El fonógrafo boricua de Cristóbal Díaz Ayala

 

Por.  Sigfredo Ariel • La Habana

 

Tomado de www.lajiribilla.cu (3 - 16 de nov, 2010)


 

A Díaz Ayala le gusta mucho recordar una frase de Ned Sublette en la que asegura que la historia de la música comienza con la invención del sonido grabado y que lo anterior es prehistoria[1]. Ha convertido tal aseveración en divisa de un laboreo incesante con surcos y púas, entre etiquetas, carátulas y quebradizas páginas de archivo por más de medio siglo. Ha escuchado tantos y tan disímiles discos que podría, con probable fortuna, presentar su candidatura al Guinness.

 

Es posible que una parte de la población académica graduada en remotas universidades y prestigiosos institutos, pretenda emitir juicios de valor sobre música sin apenas escucharla, remitiéndose a la memoria personal o, en el mejor de los casos, examinando partituras ―que, al menos en música popular, muy poco dicen― y, de paso, por el camino encomendarse al Gran Poder para no pecar de superficiales o errar de manera lastimosa. Como apunta un bolero, eso no es amor, es aventura.

 

Díaz Ayala ha demostrado que para saber cómo sonaba en realidad aquella voz, aquella orquestica, aquel sexteto, dúo o trío, es preciso no solo asomarse al sonido más o menos tembloroso que emana del altavoz, sino penetrar en él muchas, pero muchas veces a través de la maraña de saltos y scratchs, tener presentes expresiones y costumbres interpretativas, limitaciones e imperfecciones del sistema de registro fonográfico de determinada época, que pueden alterar timbres, modificar colores, acortar canciones para que cupieran en los tres minutos obligados de la placa comercial o del ahora casi inconcebible cilindro de cera. Así se escucha música, señores, así se entienden humanas razones ―cuándo, cómo, por qué― y se establecen asociaciones que, a su vez, aportan claridad sobre distracciones y olvidos: así se hace la historia de la música que es en gran medida mapa espiritual y memorioso de los pueblos.  

 

Díaz Ayala es experto en estas y otras faenas relacionadas con musicales avatares, término que significa en puridad reencarnaciones o vidas sucesivas. Ha buscado y encontrado no solo el disco físico que nadie sabía si existía o no, para escucharlo, por supuesto, y comentárnoslo en cuanto la ocasión aparezca.

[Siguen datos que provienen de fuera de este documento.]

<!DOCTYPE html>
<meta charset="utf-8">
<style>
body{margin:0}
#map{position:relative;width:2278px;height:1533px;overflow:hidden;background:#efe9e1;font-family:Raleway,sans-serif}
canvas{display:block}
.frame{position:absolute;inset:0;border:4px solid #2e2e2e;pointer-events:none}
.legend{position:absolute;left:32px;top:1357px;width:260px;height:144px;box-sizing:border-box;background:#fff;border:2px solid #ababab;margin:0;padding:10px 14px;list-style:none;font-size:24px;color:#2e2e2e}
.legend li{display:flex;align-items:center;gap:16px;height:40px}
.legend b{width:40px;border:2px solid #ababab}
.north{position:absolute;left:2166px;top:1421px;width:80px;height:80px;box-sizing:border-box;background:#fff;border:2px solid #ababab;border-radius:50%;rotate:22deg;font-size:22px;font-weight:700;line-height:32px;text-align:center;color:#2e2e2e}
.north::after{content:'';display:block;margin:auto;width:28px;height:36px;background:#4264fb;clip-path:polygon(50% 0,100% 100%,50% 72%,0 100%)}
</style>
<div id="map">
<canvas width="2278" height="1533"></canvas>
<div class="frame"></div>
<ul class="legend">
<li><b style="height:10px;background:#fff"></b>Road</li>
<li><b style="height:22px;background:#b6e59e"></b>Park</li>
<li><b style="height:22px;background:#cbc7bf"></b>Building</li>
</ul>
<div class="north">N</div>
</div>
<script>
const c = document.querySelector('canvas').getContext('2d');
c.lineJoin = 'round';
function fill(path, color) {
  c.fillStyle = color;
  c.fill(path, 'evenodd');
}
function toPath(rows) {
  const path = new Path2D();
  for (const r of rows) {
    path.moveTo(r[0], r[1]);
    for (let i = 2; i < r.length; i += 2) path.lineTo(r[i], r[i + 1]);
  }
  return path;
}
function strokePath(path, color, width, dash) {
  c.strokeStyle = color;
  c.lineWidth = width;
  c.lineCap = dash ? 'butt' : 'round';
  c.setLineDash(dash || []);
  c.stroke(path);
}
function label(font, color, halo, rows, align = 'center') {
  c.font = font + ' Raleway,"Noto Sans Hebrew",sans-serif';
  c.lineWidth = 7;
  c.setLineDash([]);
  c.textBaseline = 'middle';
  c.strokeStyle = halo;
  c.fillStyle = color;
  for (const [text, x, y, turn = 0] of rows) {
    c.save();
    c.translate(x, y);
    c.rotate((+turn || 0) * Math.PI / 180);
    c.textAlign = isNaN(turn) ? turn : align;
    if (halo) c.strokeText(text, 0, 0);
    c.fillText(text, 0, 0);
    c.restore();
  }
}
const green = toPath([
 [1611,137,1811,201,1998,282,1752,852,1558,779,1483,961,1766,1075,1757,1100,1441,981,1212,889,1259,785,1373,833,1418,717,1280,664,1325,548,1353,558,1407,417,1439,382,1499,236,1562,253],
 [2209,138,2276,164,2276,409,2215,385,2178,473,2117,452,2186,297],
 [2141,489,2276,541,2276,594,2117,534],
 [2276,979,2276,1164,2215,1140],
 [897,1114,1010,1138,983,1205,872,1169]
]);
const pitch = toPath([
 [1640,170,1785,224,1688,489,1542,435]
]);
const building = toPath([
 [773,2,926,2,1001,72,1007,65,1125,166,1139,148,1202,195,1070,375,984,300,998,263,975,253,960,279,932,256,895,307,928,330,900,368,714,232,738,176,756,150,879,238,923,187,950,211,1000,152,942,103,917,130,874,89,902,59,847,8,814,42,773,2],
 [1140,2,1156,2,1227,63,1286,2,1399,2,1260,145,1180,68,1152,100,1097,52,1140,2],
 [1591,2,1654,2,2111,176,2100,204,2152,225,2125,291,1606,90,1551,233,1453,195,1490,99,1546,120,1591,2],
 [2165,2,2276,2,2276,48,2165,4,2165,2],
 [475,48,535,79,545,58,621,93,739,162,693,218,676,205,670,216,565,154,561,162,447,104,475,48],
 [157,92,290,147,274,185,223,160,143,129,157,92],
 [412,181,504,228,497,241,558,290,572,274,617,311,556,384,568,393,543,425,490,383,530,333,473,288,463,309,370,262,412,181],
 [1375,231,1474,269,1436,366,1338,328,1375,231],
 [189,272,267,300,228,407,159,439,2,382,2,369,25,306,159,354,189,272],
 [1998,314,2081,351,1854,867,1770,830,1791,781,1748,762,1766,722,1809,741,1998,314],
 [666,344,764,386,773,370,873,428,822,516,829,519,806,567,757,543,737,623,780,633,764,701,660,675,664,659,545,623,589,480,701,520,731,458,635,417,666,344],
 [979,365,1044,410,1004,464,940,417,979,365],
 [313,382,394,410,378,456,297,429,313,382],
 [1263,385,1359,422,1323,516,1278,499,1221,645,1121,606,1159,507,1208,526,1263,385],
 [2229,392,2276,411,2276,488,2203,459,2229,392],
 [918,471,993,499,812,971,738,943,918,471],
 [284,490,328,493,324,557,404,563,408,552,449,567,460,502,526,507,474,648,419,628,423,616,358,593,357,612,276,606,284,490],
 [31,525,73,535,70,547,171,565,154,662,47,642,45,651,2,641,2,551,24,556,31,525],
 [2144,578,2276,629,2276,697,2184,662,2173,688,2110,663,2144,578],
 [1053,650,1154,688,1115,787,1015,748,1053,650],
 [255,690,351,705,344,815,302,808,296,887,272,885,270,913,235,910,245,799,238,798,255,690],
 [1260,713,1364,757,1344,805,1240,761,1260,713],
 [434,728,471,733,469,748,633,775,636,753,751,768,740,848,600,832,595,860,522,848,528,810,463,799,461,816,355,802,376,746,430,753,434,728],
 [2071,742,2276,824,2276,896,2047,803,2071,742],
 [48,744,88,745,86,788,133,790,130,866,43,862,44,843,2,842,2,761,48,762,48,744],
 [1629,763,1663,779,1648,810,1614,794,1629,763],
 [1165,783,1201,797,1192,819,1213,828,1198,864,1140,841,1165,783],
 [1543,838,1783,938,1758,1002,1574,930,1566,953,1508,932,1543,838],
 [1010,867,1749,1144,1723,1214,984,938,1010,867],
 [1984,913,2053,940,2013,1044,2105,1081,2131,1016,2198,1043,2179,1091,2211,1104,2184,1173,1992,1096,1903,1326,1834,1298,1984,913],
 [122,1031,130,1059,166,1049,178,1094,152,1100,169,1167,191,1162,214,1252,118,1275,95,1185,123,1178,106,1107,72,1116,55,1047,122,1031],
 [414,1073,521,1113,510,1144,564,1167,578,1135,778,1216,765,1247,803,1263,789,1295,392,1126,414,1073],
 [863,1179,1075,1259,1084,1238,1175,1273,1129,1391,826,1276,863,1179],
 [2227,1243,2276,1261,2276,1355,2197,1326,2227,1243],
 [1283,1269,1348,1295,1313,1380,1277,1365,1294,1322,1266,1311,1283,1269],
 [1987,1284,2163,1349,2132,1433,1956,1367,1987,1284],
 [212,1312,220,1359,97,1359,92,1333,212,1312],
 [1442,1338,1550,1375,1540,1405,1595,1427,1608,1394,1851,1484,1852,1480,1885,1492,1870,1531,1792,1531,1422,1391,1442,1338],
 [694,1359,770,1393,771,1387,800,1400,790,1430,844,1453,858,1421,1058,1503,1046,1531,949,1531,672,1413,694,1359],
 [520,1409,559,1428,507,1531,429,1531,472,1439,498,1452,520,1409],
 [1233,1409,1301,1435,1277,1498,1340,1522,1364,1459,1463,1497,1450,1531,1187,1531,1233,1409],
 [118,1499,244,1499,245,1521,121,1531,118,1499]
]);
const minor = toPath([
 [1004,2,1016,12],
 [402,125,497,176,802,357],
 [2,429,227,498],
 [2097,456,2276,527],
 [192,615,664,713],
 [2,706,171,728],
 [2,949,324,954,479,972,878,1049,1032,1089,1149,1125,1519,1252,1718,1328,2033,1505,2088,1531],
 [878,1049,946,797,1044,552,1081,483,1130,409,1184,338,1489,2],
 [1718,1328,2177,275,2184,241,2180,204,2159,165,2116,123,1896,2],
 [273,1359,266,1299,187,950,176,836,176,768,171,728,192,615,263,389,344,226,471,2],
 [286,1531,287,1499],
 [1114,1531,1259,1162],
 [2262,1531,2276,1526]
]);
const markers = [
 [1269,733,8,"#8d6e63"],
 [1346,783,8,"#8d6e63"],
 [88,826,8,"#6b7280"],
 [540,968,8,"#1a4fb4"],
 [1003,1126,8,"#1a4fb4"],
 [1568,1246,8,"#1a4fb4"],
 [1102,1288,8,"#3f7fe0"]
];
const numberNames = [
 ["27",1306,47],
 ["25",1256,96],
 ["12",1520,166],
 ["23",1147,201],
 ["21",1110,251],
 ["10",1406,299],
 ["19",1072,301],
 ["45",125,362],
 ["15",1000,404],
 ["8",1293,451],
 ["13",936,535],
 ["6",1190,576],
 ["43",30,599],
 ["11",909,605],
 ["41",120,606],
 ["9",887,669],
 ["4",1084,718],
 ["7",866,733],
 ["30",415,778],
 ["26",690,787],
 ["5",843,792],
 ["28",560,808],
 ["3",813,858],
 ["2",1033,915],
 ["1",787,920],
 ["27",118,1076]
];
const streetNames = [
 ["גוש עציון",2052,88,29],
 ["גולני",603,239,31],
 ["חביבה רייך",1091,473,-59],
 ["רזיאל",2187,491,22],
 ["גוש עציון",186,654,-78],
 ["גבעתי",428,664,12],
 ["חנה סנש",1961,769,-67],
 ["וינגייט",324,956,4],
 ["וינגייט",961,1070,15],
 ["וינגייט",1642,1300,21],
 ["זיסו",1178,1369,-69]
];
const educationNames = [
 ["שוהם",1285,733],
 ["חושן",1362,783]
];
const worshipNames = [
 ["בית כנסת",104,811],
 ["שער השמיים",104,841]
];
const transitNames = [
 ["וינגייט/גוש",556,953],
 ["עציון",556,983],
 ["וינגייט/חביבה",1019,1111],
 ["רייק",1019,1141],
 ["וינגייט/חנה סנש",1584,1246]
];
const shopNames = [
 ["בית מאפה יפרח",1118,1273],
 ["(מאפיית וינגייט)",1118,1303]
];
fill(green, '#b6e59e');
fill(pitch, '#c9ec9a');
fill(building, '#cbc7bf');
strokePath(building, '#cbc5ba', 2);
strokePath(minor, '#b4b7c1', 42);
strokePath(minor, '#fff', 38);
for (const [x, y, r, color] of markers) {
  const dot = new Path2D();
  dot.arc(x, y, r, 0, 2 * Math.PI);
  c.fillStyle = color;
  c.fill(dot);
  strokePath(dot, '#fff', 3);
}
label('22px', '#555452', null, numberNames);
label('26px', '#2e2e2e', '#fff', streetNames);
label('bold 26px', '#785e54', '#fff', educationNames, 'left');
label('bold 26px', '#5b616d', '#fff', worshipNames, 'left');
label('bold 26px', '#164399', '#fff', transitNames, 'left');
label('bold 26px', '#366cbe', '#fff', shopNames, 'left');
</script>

También se ha empleado en localizar el dato perdido, la fecha o el crédito que faltaban, rescatar la imagen tal vez única de músicos, orquestas o cantantes; gracias a él, hoy podemos escrutar los rasgos, entre muchos otros, del arpista Pachencho ―danzonero famoso―, Martín Silveira, laudista y tonadista, de varias de las pequeñas tiples del Alhambra (Eloísa Trías, Blanca Vázquez) y de los bigotudos miembros de la charanga de Papaíto Torroella....

Ha enmendado no pocos errores remachados por el tiempo, la desidia y los sectarismos, pues además de escribir, coleccionar y escuchar, se ha especializado en soplar brumas. No es hombre de repetir páginas o juicios: oír para creer, investigar para decir la verdad, a ello ha encaminado sus esfuerzos desde 1960, cuando salió de La Habana, sin despedirse, sí, pues ¿de quién se iba a despedir si nunca ha traspasado los contornos del modo de ser y de sonar de los cubanos, aunque resida hace 50 años en Puerto Rico?[2]

 

Tras explorar en asuntos de la música cubana en libros anteriores, siempre con la discografía como centro, publicó La marcha de los jíbaros (1898-1997), en el cual se ocupó de relatar con minuciosidad el destino de músicos puertorriqueños por el mundo a lo largo de un siglo en el que La Habana fue una de los plazas primordiales para artistas boricuas como Rafael Hernández, Daniel Santos, Myrta Silva, Ruth Fernández y Lucy Fabery, entre tantos otros.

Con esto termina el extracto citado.